So much has been said that one of the reasons why airlines fail in Nigeria is because they lack corporate governance in their management.
Industry experts have posited that owner-manager syndrome has contributed to the demise of many Nigerian airlines whose lifespan is average of 10 years.
But some airline owners have told THISDAY that it is easier said than done to insist that an investor who is putting his money in airline business must incorporate other people into his business.
“They call themselves aviation experts and they said we don’t have corporate governance. In this company, decisions are made by the management, not me and whatever that is agreed on, I abide by. I don’t know how many of those so-called experts will invest humongous amount of money in airline business and allow others to run it in the name of corporate governance. In this country how many people have your goodwill at heart?” an operator once told THISDAY.
A former director of one of the airlines that is now under threat of extinction also told THIDSAY that the owner took unilateral decisions that were sometimes not good for the airline, “but we allow him for sometime; when he travels and we are in charge, we reverse it. That is the way we have sustained this airline so far.”
Also former Managing Director of Virgin Nigeria and currently the CEO of Ropeways, Captain Dapo Olumide told THISDAY that one of the reasons why airlines in Nigeria fail is lack of corporate governance. He said that an airline should have the kind of people in the board that would question decisions taken that are not good for the sustenance of that company.
He regretted that many Nigerian airlines do not have corporate governance and that explained why some of them went under.

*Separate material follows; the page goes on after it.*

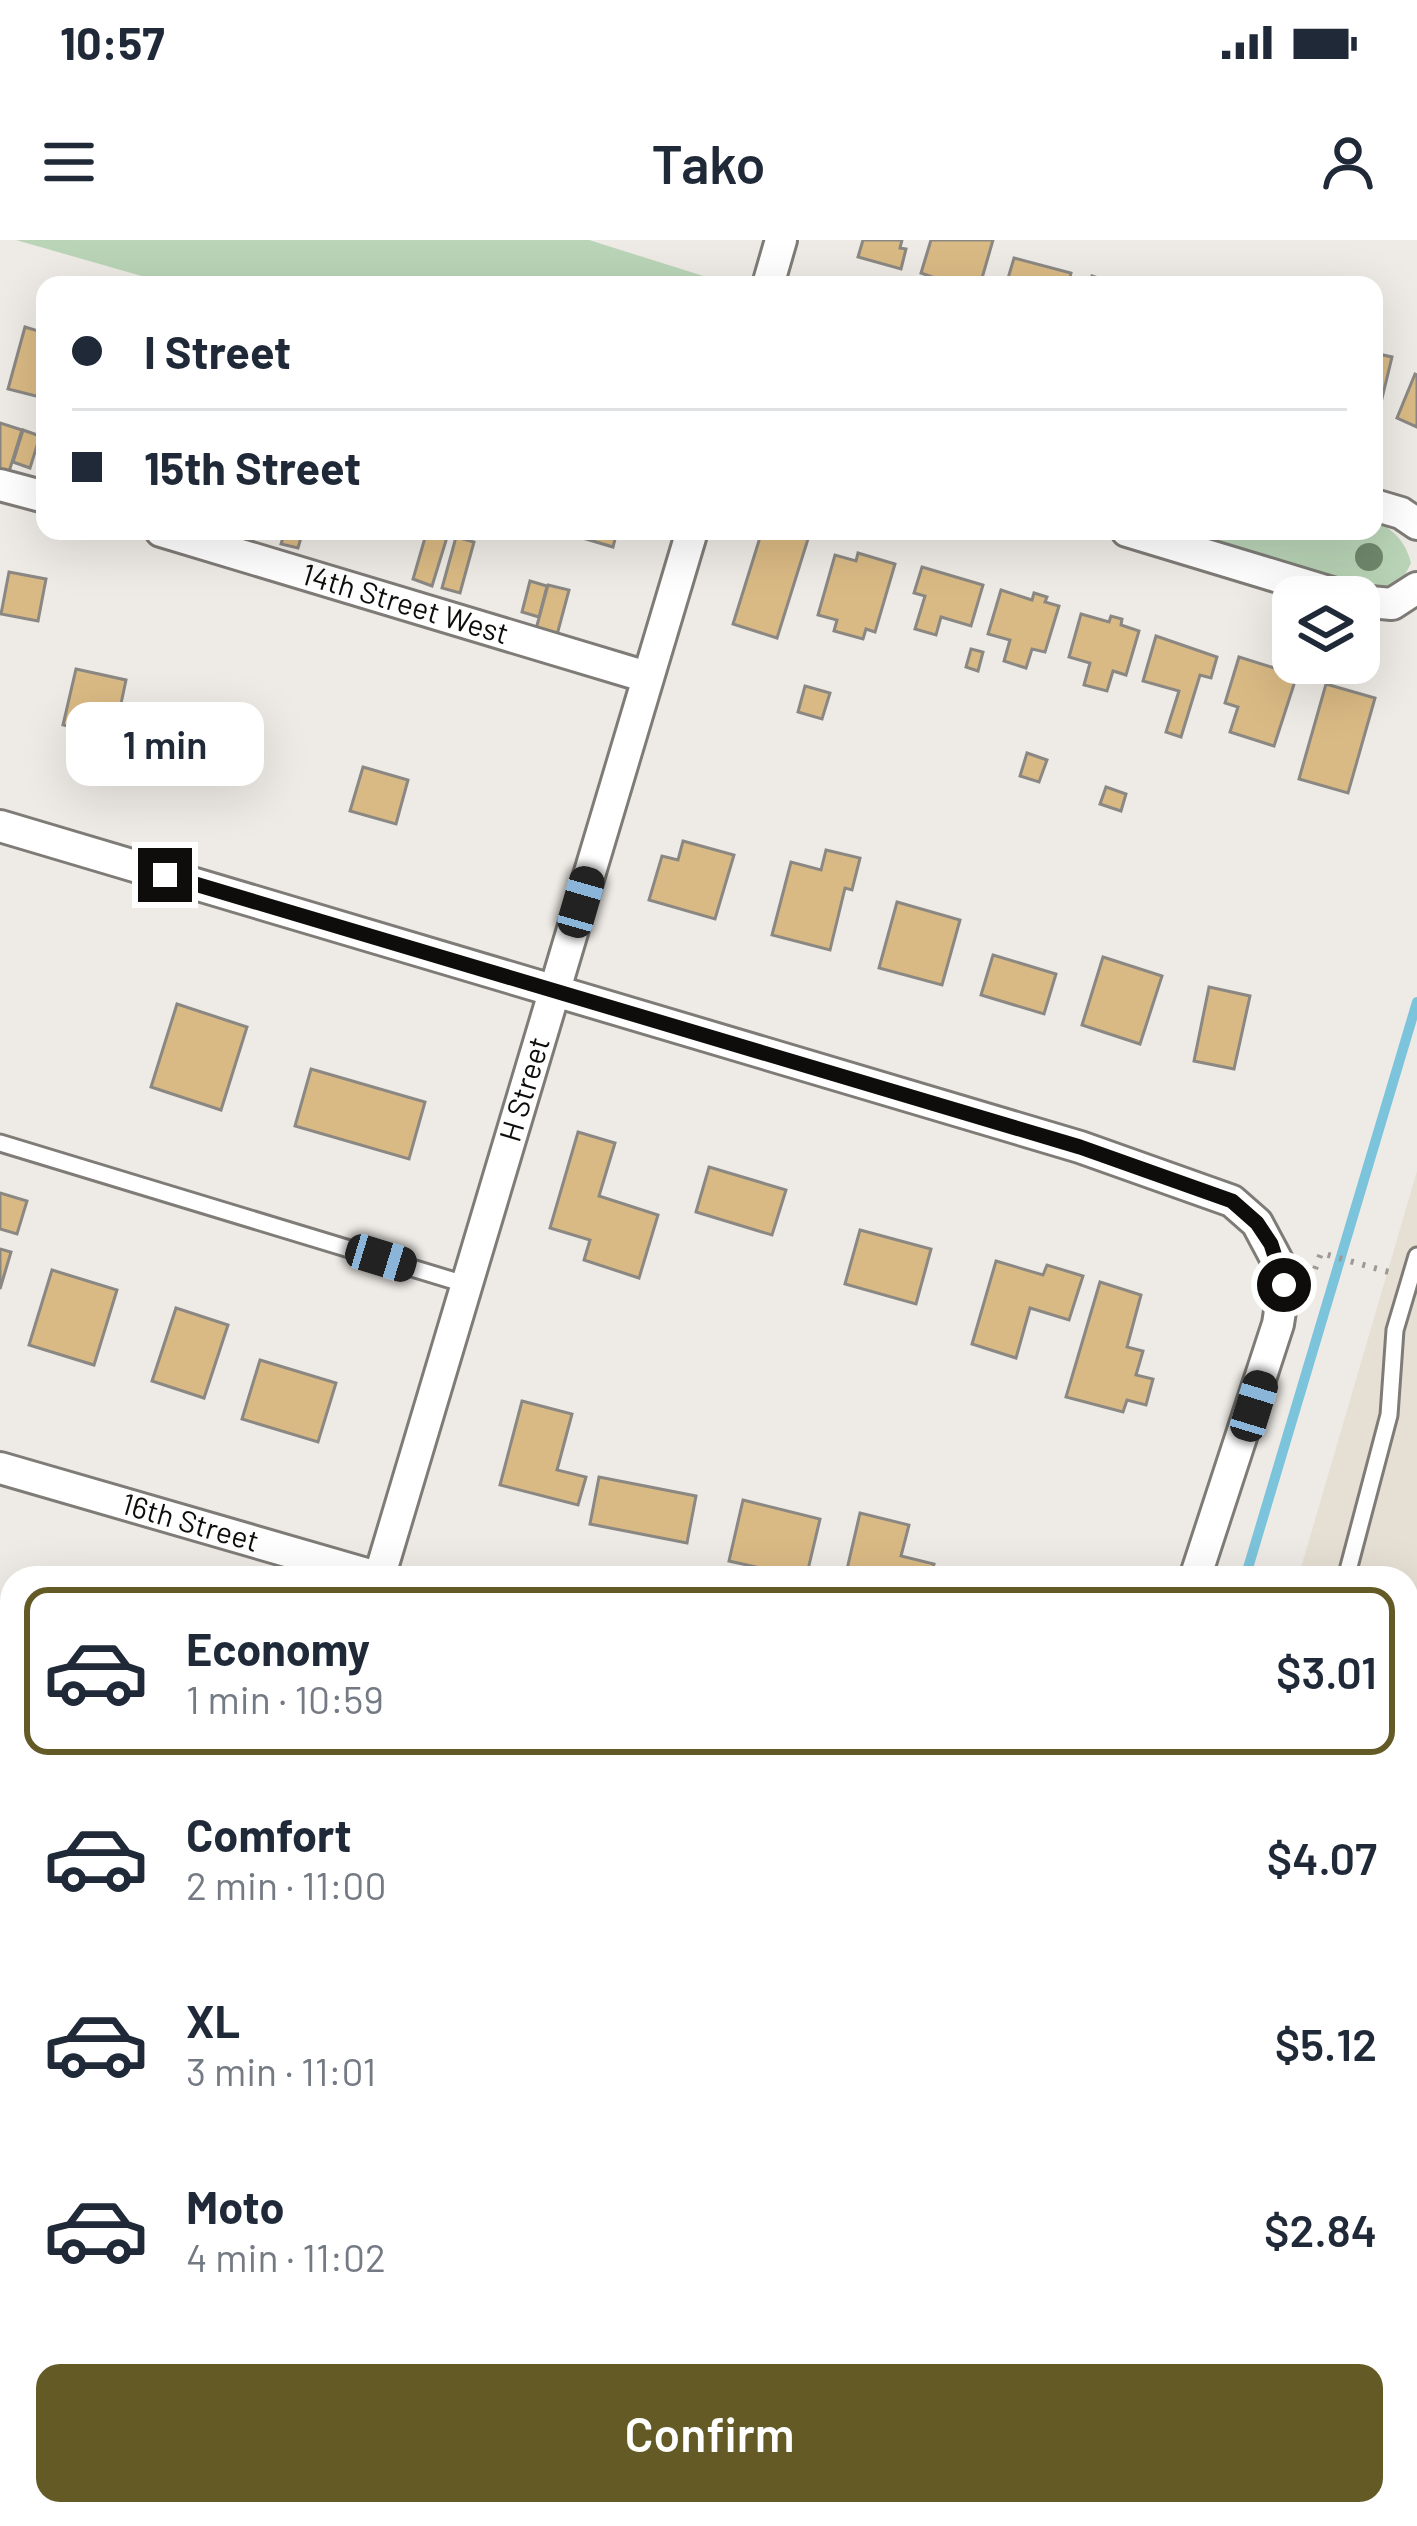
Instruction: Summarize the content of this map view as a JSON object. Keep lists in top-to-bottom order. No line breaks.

“The only airlines that ever had proper corporate governance, policies and procedures were Nigeria Airways Limited (NAL) and Virgin Nigeria Airways. Every airline in Nigeria is family owned and it is the family members who are on the board; therefore, you don’t even need the requirements of the policies and the corporate governance, which is for an independent non-executive director, for example.
How can you be independent if your family member, if you are my brother-in-law and you married my sister, and I put you on the board and, I as the chairman say that we are going to bring in Boeing 747 to fly Lagos-Owerri every day, are you going to say no? You may not because we are related. But if you have an independent person or I brought you on the board I don’t know you before and I brought you on for a two-years period as an independent director and I say I want to bring in a Boeing 747, you will question it. That is what we call corporate governance and until we get to that stage, we are going nowhere,” he said.
He noted that when he spoke to some airline owners they would say that a board is a board.
“Well, if that is the case; that a board is a board, then why don’t we have the success? So corporate governance is a key element to consider,” he added.
Recently industry experts at a workshop in Lagos attributed the inability of most Nigerian airlines to stay in business for a very long period of time to lack of corporate governance.
Director General/CEO, Institute of Directors Nigeria, Victor Banjo identified a link between poor corporate governance and high incidence of fraud and corruption, which he said were the bane of airline operation in Nigeria.
Banjo pointed out that the recurrence of high incidence of fraud and corruption has been linked to poor enforcement culture.
He said that corporate governance provides the controls and discipline operators need and that adoption of corporate governance practices promote effective leadership and corporate sustainability, which provide controls and discipline and could moderate the desire for excessive profit which leads to unethical practices and fraudulent acts.
“Good corporate governance thrives when you have a rationalized policy determination process. This is only achievable when we have clear-sighted political leaders who are committed to the development of Nigeria as opposed to sectional and parochial interests. Ethiopia, Namibia, Rwanda, Cote D’Ivoire, Togo, Ghana and Senegal are getting it right in terms of airline management and airport infrastructure. What is stopping us?”
He added that in other places, airlines struggle but not within a life span of five to eight years as recorded in Nigeria, stressing that corporate governance is very important to the management of airlines.
But to many industry observers, including the operators, the key factors that lead to the demise of airlines include government policies, high cost of operations and high and sometimes arbitrary charges by government agencies. Corporate governance, they insist, is insignificant compared to the other factors.